> TASK TO COMPLETE
Below are entries; count each line that holds the word "Mesiheina" and report the number without any other words.

> INFORMATION PROVIDED

^^^^^^^^

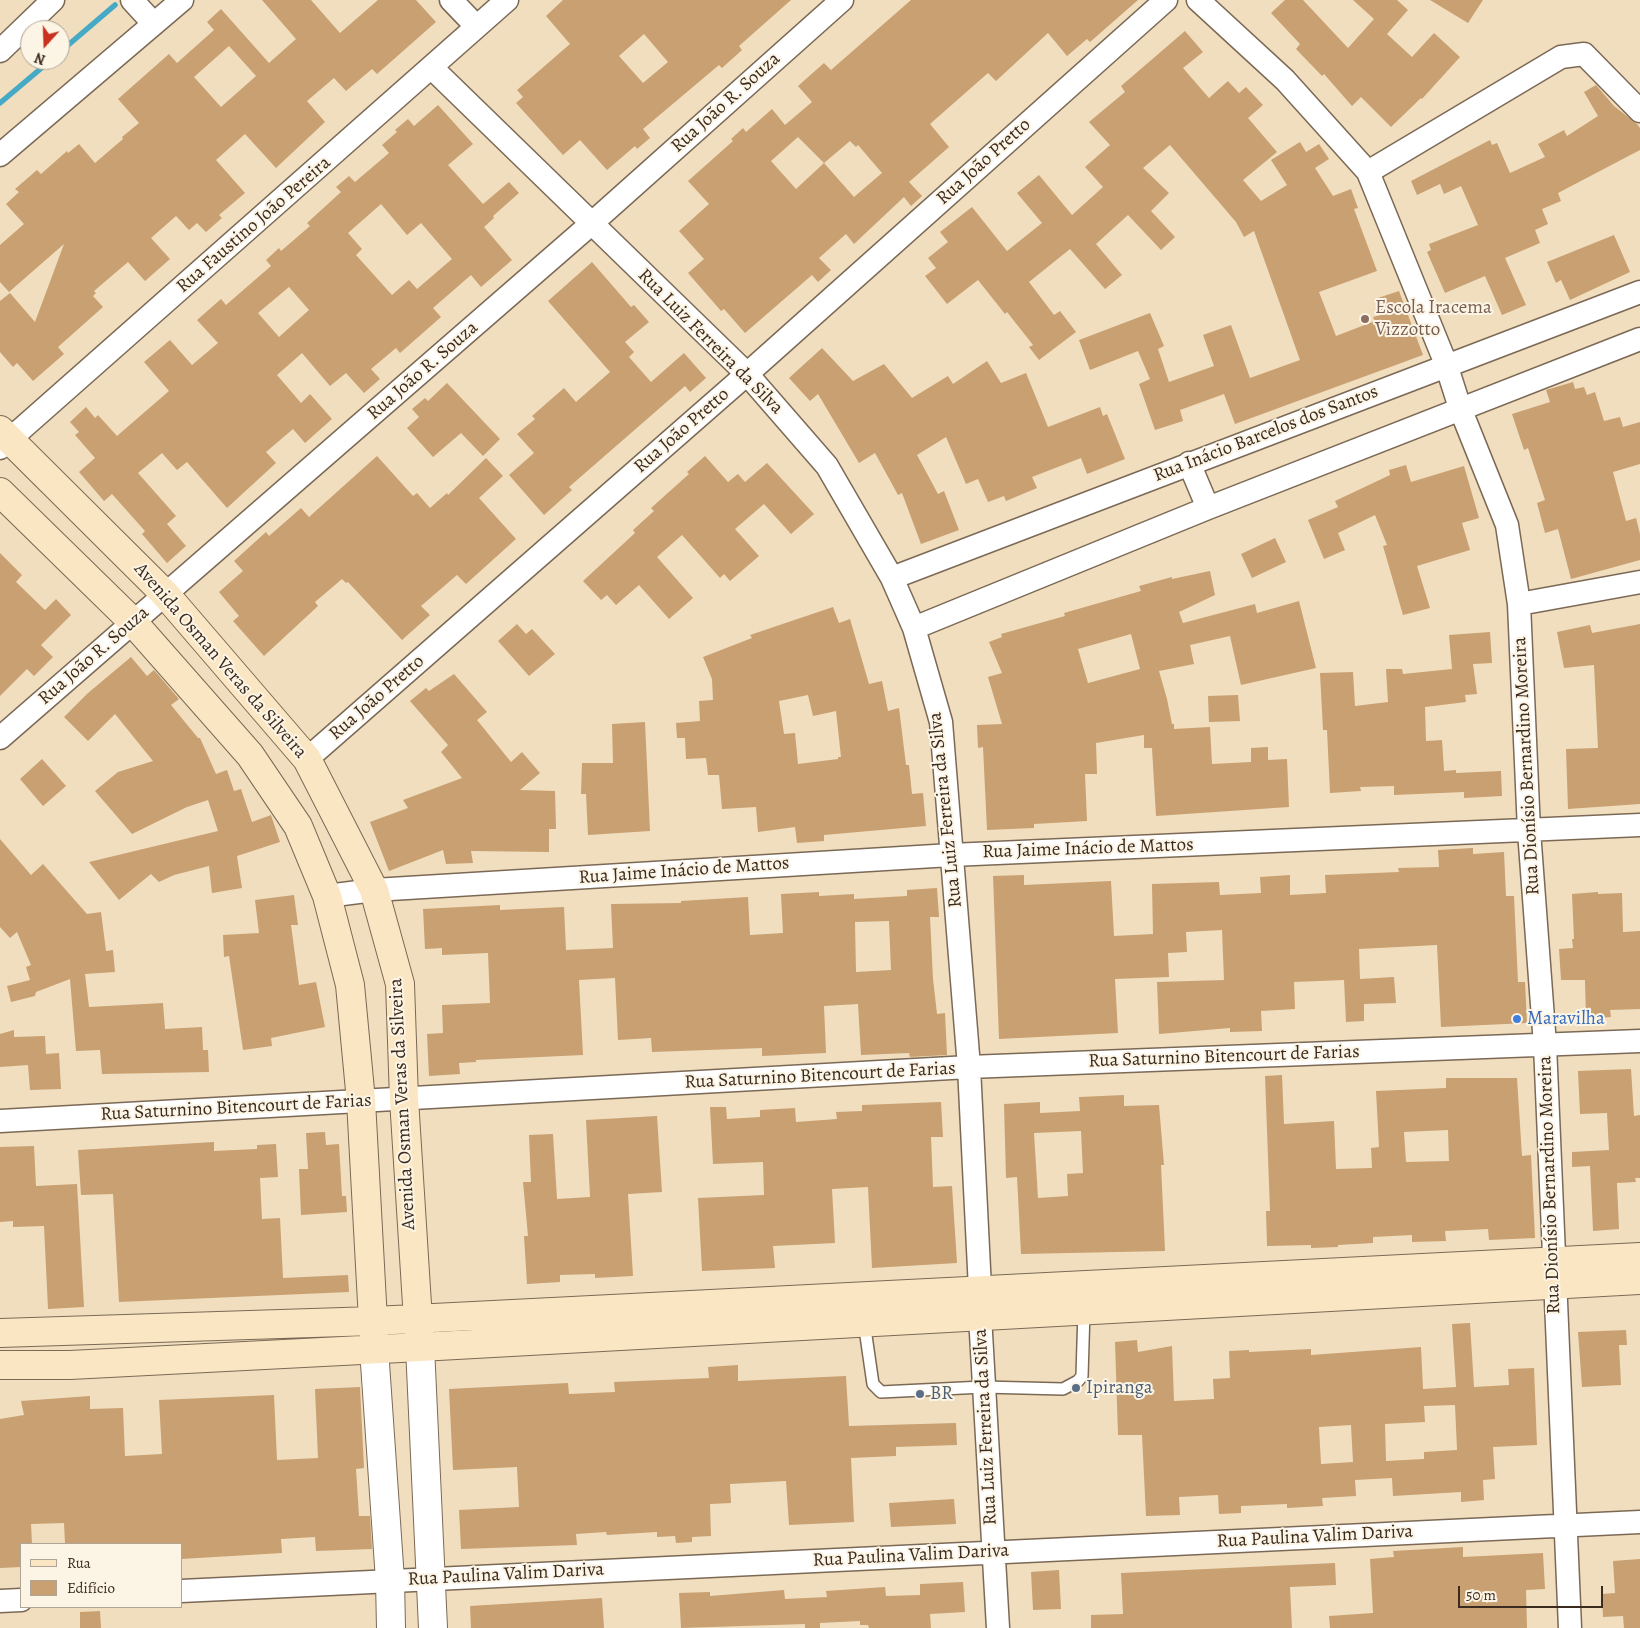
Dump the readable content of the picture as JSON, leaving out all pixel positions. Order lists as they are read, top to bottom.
{
  "streets": {
    "main road": ["Avenida Osman Veras da Silveira"],
    "street": [
      "Rua João R. Souza",
      "Rua João Pretto",
      "Rua Faustino João Pereira",
      "Rua Luiz Ferreira da Silva",
      "Rua Inácio Barcelos dos Santos",
      "Rua Dionísio Bernardino Moreira",
      "Rua Jaime Inácio de Mattos",
      "Rua Saturnino Bitencourt de Farias",
      "Rua Paulina Valim Dariva"
    ]
  },
  "crossings": [
    ["Rua João R. Souza", "Rua Luiz Ferreira da Silva"],
    ["Rua João R. Souza", "Avenida Osman Veras da Silveira"],
    ["Rua João Pretto", "Rua Luiz Ferreira da Silva"],
    ["Rua João Pretto", "Avenida Osman Veras da Silveira"],
    ["Rua Faustino João Pereira", "Rua Luiz Ferreira da Silva"],
    ["Rua Faustino João Pereira", "Avenida Osman Veras da Silveira"],
    ["Rua Luiz Ferreira da Silva", "Rua Inácio Barcelos dos Santos"],
    ["Rua Luiz Ferreira da Silva", "Rua Jaime Inácio de Mattos"],
    ["Rua Luiz Ferreira da Silva", "Rua Saturnino Bitencourt de Farias"],
    ["Rua Luiz Ferreira da Silva", "Rua Paulina Valim Dariva"],
    ["Rua Inácio Barcelos dos Santos", "Rua Dionísio Bernardino Moreira"],
    ["Avenida Osman Veras da Silveira", "Rua Jaime Inácio de Mattos"],
    ["Avenida Osman Veras da Silveira", "Rua Saturnino Bitencourt de Farias"],
    ["Rua Dionísio Bernardino Moreira", "Rua Jaime Inácio de Mattos"],
    ["Rua Dionísio Bernardino Moreira", "Rua Saturnino Bitencourt de Farias"],
    ["Rua Dionísio Bernardino Moreira", "Rua Paulina Valim Dariva"]
  ],
  "places": [
    "Escola Iracema Vizzotto",
    "Maravilha",
    "Ipiranga",
    "BR"
  ],
  "legend": ["Rua", "Edifício"],
  "scale_bar": "50 m",
  "north": "bottom"
}
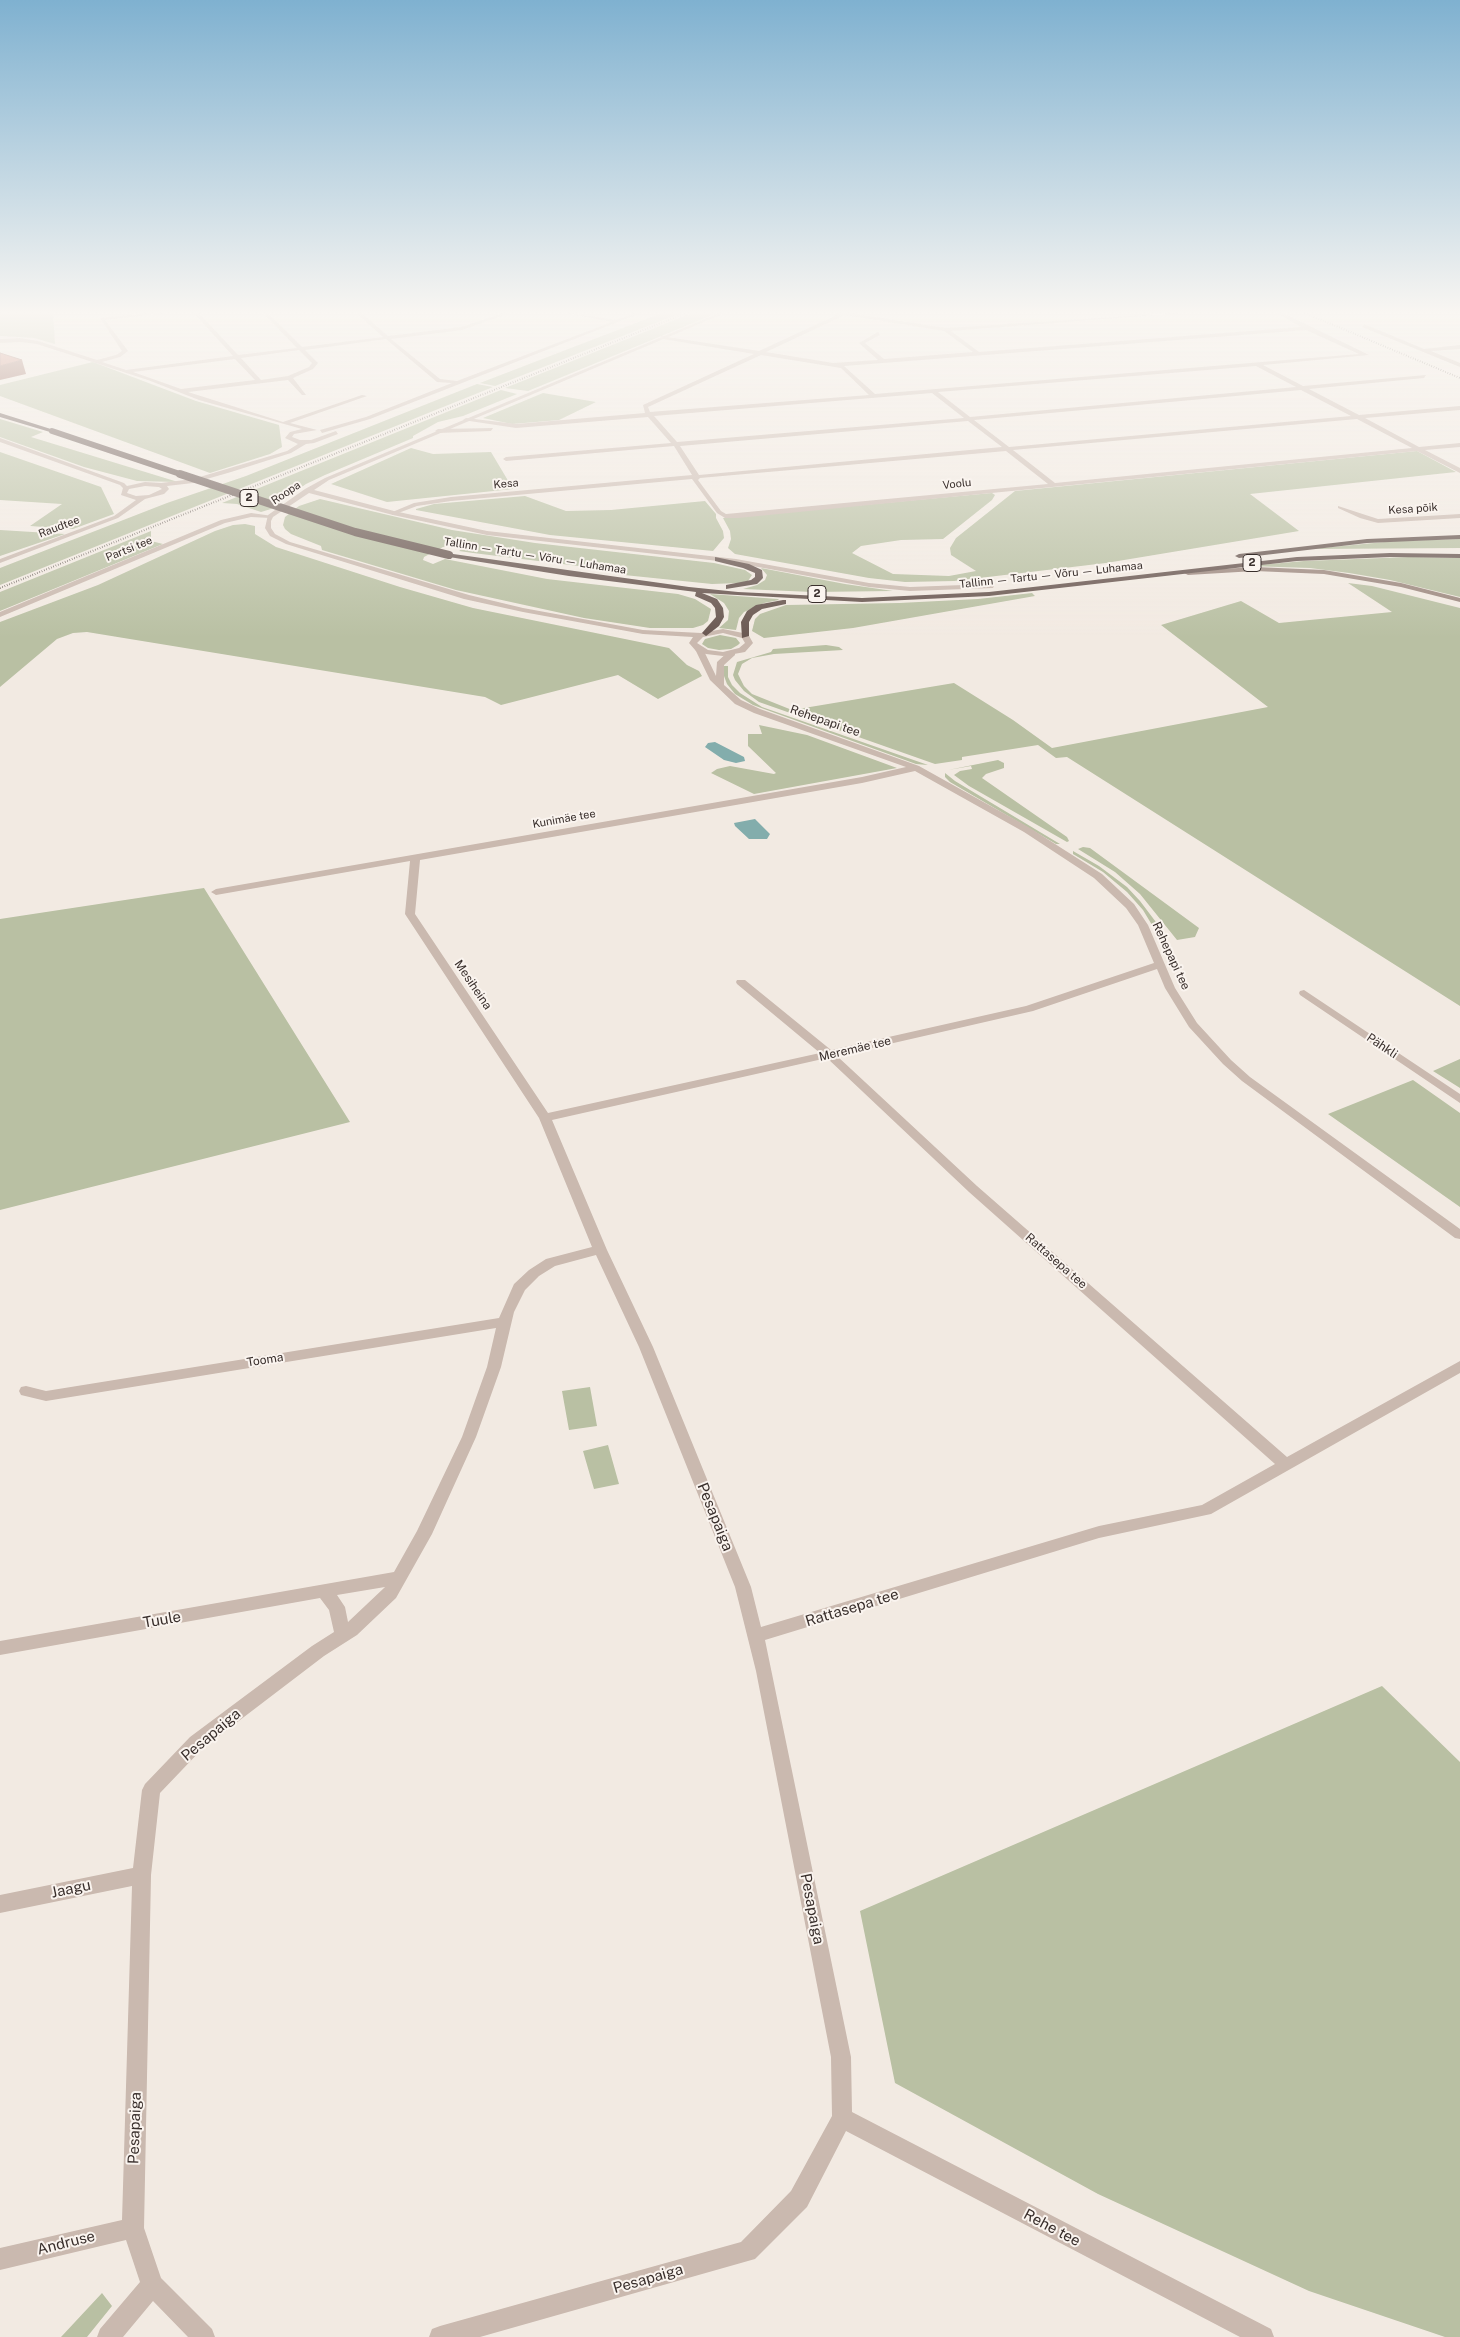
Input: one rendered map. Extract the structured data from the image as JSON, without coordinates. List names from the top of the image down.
{
  "streets": {
    "highway": ["2", "Tallinn — Tartu — Võru — Luhamaa"],
    "street": [
      "Kesa",
      "Voolu",
      "Roopa",
      "Kesa põik",
      "Raudtee",
      "Partsi tee",
      "Rehepapi tee",
      "Kunimäe tee",
      "Mesiheina",
      "Pähkli",
      "Meremäe tee",
      "Rattasepa tee",
      "Tooma",
      "Pesapaiga",
      "Tuule",
      "Jaagu",
      "Rehe tee",
      "Andruse"
    ]
  },
  "crossings": [
    ["Kesa", "Voolu"],
    ["Roopa", "Partsi tee"],
    ["2", "Tallinn — Tartu — Võru — Luhamaa"],
    ["Rehepapi tee", "Kunimäe tee"],
    ["Rehepapi tee", "Meremäe tee"],
    ["Kunimäe tee", "Mesiheina"],
    ["Mesiheina", "Meremäe tee"],
    ["Mesiheina", "Pesapaiga"],
    ["Meremäe tee", "Rattasepa tee"],
    ["Meremäe tee", "Pesapaiga"],
    ["Rattasepa tee", "Pesapaiga"],
    ["Tooma", "Pesapaiga"],
    ["Pesapaiga", "Tuule"],
    ["Pesapaiga", "Jaagu"],
    ["Pesapaiga", "Rehe tee"],
    ["Pesapaiga", "Andruse"]
  ]
}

^^^^^^^^

> WRITTEN REPLY
4